_Work to be completed_
Nothing in the entries may differ when you return them.

Supplied material Block Start

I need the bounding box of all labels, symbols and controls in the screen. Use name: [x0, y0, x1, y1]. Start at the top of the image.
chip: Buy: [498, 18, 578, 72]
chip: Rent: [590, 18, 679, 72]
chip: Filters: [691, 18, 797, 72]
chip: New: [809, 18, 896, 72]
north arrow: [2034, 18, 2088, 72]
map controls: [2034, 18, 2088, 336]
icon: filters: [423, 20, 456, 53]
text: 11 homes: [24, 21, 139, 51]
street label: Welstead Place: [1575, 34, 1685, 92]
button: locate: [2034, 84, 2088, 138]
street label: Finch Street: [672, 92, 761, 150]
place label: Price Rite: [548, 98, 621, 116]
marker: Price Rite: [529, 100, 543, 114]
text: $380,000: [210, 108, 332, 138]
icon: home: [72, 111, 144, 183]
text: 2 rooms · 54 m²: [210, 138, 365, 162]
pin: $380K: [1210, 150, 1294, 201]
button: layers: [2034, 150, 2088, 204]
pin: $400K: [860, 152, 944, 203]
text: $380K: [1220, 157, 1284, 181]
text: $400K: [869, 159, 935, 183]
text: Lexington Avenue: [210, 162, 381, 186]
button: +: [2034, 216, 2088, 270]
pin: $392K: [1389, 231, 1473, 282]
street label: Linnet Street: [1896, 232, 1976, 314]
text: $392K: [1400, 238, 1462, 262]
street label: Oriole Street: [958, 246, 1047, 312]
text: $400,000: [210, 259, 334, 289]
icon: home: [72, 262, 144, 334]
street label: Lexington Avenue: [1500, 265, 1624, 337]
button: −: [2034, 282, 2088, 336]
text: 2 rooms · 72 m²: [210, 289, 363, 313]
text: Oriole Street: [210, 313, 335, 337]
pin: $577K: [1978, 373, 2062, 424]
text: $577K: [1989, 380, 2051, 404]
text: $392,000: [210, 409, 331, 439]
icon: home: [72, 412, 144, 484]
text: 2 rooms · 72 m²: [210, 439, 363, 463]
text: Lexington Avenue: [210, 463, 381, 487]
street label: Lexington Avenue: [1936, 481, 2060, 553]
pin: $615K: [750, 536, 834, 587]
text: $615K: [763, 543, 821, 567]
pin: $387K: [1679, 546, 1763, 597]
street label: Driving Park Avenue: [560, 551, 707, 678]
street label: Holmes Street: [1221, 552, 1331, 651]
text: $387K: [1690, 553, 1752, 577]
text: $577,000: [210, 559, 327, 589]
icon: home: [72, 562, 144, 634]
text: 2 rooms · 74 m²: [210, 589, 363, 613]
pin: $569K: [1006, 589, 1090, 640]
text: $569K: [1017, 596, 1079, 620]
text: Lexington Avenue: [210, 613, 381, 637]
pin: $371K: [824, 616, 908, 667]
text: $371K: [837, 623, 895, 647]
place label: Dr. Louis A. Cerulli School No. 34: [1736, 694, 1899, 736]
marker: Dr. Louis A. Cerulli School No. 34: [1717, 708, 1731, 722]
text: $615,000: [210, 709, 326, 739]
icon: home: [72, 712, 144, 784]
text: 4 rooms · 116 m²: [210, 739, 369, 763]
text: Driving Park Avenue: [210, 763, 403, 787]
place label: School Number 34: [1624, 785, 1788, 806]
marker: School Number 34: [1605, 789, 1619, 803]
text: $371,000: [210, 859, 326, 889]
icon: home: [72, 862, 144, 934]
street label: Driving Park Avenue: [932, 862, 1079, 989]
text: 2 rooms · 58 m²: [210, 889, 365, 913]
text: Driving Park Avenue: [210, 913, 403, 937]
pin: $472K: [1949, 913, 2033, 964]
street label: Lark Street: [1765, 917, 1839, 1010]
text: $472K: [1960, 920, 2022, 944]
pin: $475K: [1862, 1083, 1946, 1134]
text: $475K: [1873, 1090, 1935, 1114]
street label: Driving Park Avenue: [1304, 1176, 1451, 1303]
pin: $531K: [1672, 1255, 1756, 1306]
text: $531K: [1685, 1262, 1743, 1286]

Supplied material Block End

_Answer area_
I need the bounding box of all labels, symbols and controls in the screen. Use name: [x0, y0, x1, y1]. Start at the top of the image.
chip: Buy: [498, 18, 578, 72]
chip: Rent: [590, 18, 679, 72]
chip: Filters: [691, 18, 797, 72]
chip: New: [809, 18, 896, 72]
north arrow: [2034, 18, 2088, 72]
map controls: [2034, 18, 2088, 336]
icon: filters: [423, 20, 456, 53]
text: 11 homes: [24, 21, 139, 51]
street label: Welstead Place: [1575, 34, 1685, 92]
button: locate: [2034, 84, 2088, 138]
street label: Finch Street: [672, 92, 761, 150]
place label: Price Rite: [548, 98, 621, 116]
marker: Price Rite: [529, 100, 543, 114]
text: $380,000: [210, 108, 332, 138]
icon: home: [72, 111, 144, 183]
text: 2 rooms · 54 m²: [210, 138, 365, 162]
pin: $380K: [1210, 150, 1294, 201]
button: layers: [2034, 150, 2088, 204]
pin: $400K: [860, 152, 944, 203]
text: $380K: [1220, 157, 1284, 181]
text: $400K: [869, 159, 935, 183]
text: Lexington Avenue: [210, 162, 381, 186]
button: +: [2034, 216, 2088, 270]
pin: $392K: [1389, 231, 1473, 282]
street label: Linnet Street: [1896, 232, 1976, 314]
text: $392K: [1400, 238, 1462, 262]
street label: Oriole Street: [958, 246, 1047, 312]
text: $400,000: [210, 259, 334, 289]
icon: home: [72, 262, 144, 334]
street label: Lexington Avenue: [1500, 265, 1624, 337]
button: −: [2034, 282, 2088, 336]
text: 2 rooms · 72 m²: [210, 289, 363, 313]
text: Oriole Street: [210, 313, 335, 337]
pin: $577K: [1978, 373, 2062, 424]
text: $577K: [1989, 380, 2051, 404]
text: $392,000: [210, 409, 331, 439]
icon: home: [72, 412, 144, 484]
text: 2 rooms · 72 m²: [210, 439, 363, 463]
text: Lexington Avenue: [210, 463, 381, 487]
street label: Lexington Avenue: [1936, 481, 2060, 553]
pin: $615K: [750, 536, 834, 587]
text: $615K: [763, 543, 821, 567]
pin: $387K: [1679, 546, 1763, 597]
street label: Driving Park Avenue: [560, 551, 707, 678]
street label: Holmes Street: [1221, 552, 1331, 651]
text: $387K: [1690, 553, 1752, 577]
text: $577,000: [210, 559, 327, 589]
icon: home: [72, 562, 144, 634]
text: 2 rooms · 74 m²: [210, 589, 363, 613]
pin: $569K: [1006, 589, 1090, 640]
text: $569K: [1017, 596, 1079, 620]
text: Lexington Avenue: [210, 613, 381, 637]
pin: $371K: [824, 616, 908, 667]
text: $371K: [837, 623, 895, 647]
place label: Dr. Louis A. Cerulli School No. 34: [1736, 694, 1899, 736]
marker: Dr. Louis A. Cerulli School No. 34: [1717, 708, 1731, 722]
text: $615,000: [210, 709, 326, 739]
icon: home: [72, 712, 144, 784]
text: 4 rooms · 116 m²: [210, 739, 369, 763]
text: Driving Park Avenue: [210, 763, 403, 787]
place label: School Number 34: [1624, 785, 1788, 806]
marker: School Number 34: [1605, 789, 1619, 803]
text: $371,000: [210, 859, 326, 889]
icon: home: [72, 862, 144, 934]
street label: Driving Park Avenue: [932, 862, 1079, 989]
text: 2 rooms · 58 m²: [210, 889, 365, 913]
text: Driving Park Avenue: [210, 913, 403, 937]
pin: $472K: [1949, 913, 2033, 964]
street label: Lark Street: [1765, 917, 1839, 1010]
text: $472K: [1960, 920, 2022, 944]
pin: $475K: [1862, 1083, 1946, 1134]
text: $475K: [1873, 1090, 1935, 1114]
street label: Driving Park Avenue: [1304, 1176, 1451, 1303]
pin: $531K: [1672, 1255, 1756, 1306]
text: $531K: [1685, 1262, 1743, 1286]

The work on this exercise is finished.